The core of Café de Flore is a simple, all too human truth, that however much you might love someone, however committed you might be, there still might be someone else who will steal your heart away.
“If you have a soulmate, it’s not supposed to end right?” recovering addict Antoine asks his therapist. “It’s not supposed to happen twice in a lifetime?” In present-day Montreal, Antoine (Kevin Parent) and his wife Carole (Hélène Florent) are in the midst of a divorce. He has fallen in love with a beautiful, wide-eyed girl he met at an AA meeting. “Don’t worry. Your father and I are soulmates”, Carole reassures their children, and she believes it – it is their destiny to be together. “I’ve never kissed another man,” she tells her friend. On a cocktail of meds, she is found by her children sleepwalking, her face locked in a silent, Munch-esque scream.
Then in 1960s Paris – shot in smudgy sepia – we find another, mirrored story of rejection.

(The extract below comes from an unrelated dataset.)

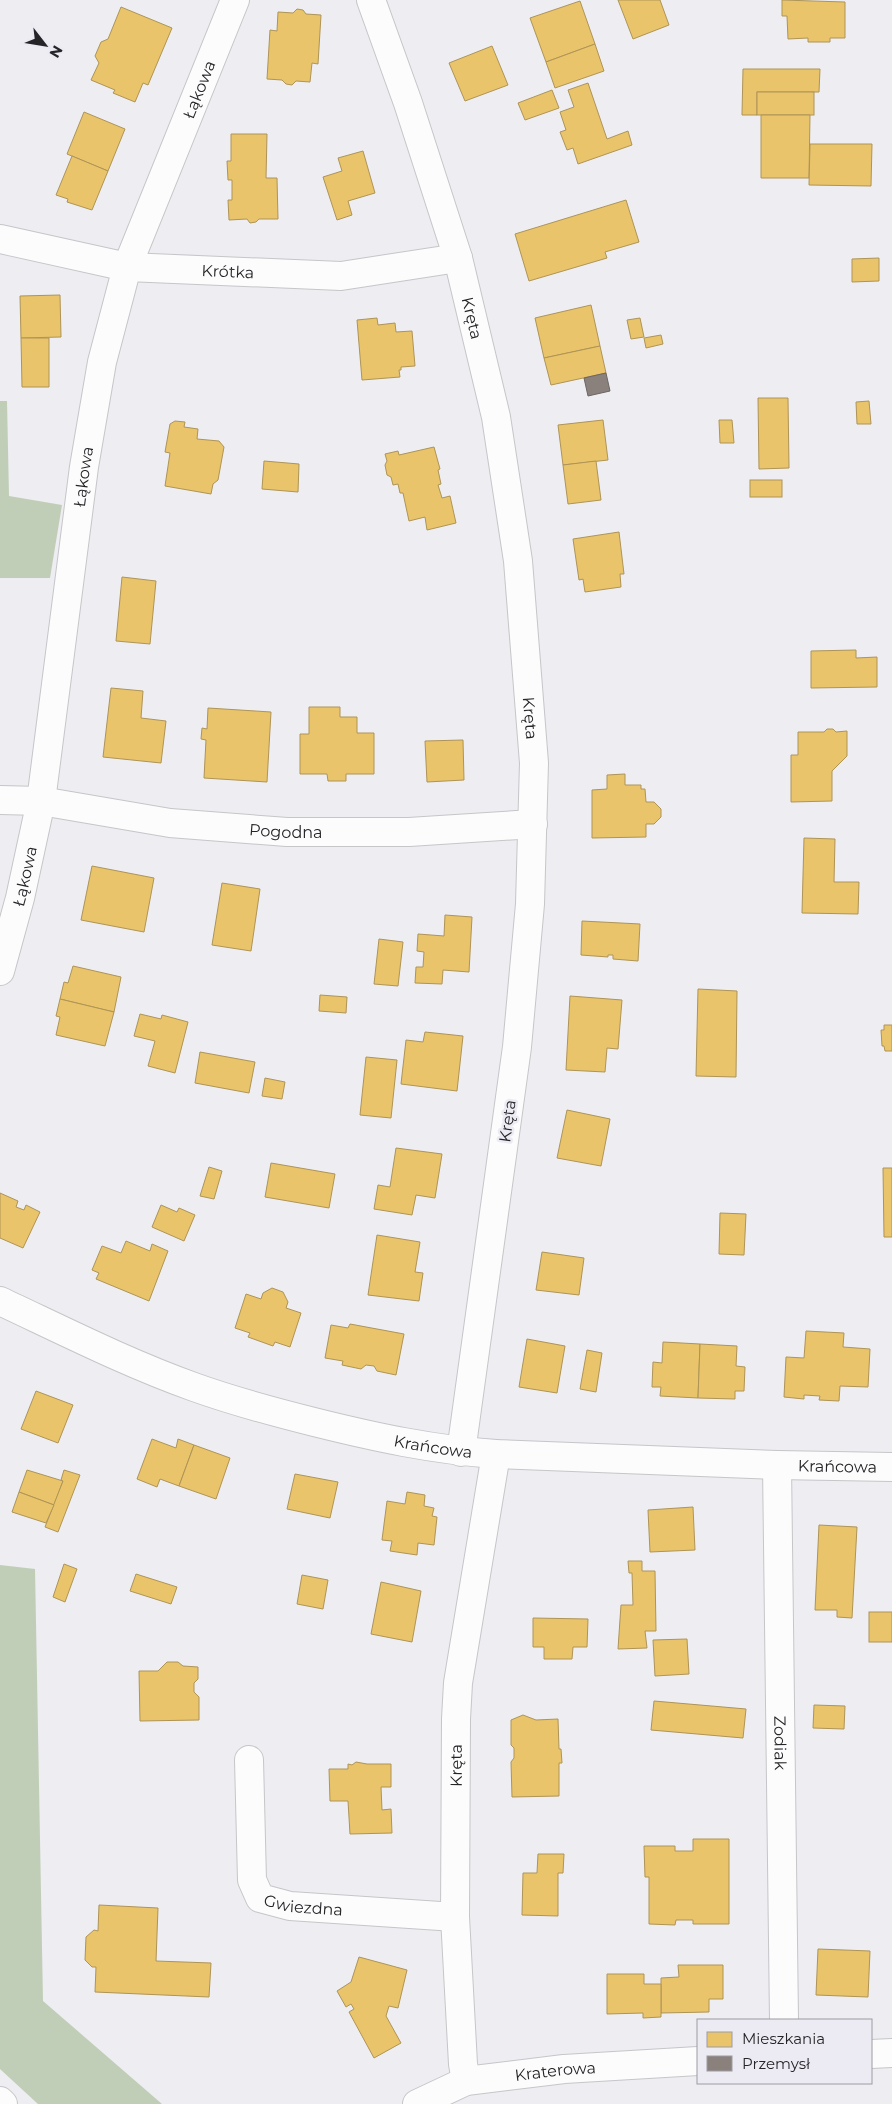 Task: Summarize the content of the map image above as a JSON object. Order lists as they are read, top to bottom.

Vanessa Paradis’ Jacqueline is a single mother totally devoted to her son Laurent who has Down Syndrome, but he betrays her obsessive parenting by forming an intense, unbreakable bond with a girl he meets at school. “I love her like I love you,” Laurent says.
The two stories seem linked, conjoined, two sides of the same coin. But we’re left to guess at their relationship. Is there a physical connection between Carole and Jacqueline? Is it familial? Are these flashbacks or fragments of another life? We see naked bodies writhing underwater, shared moments so close and intimate we can feel the characters’ breath, the wailing melodies of Sigur Rós and Pink Floyd. This is an exhibitionist film; frequently overextending itself, inchoate, full of false notes. But there’s something brazenly joyous about Café de Flore. It’s not rational, it cannot answer for itself; it’s a headlong, elemental experience. For a film about falling in love and then losing it all, it’s exactly as it should be.
Café de Flore is out in selected UK cinemas now.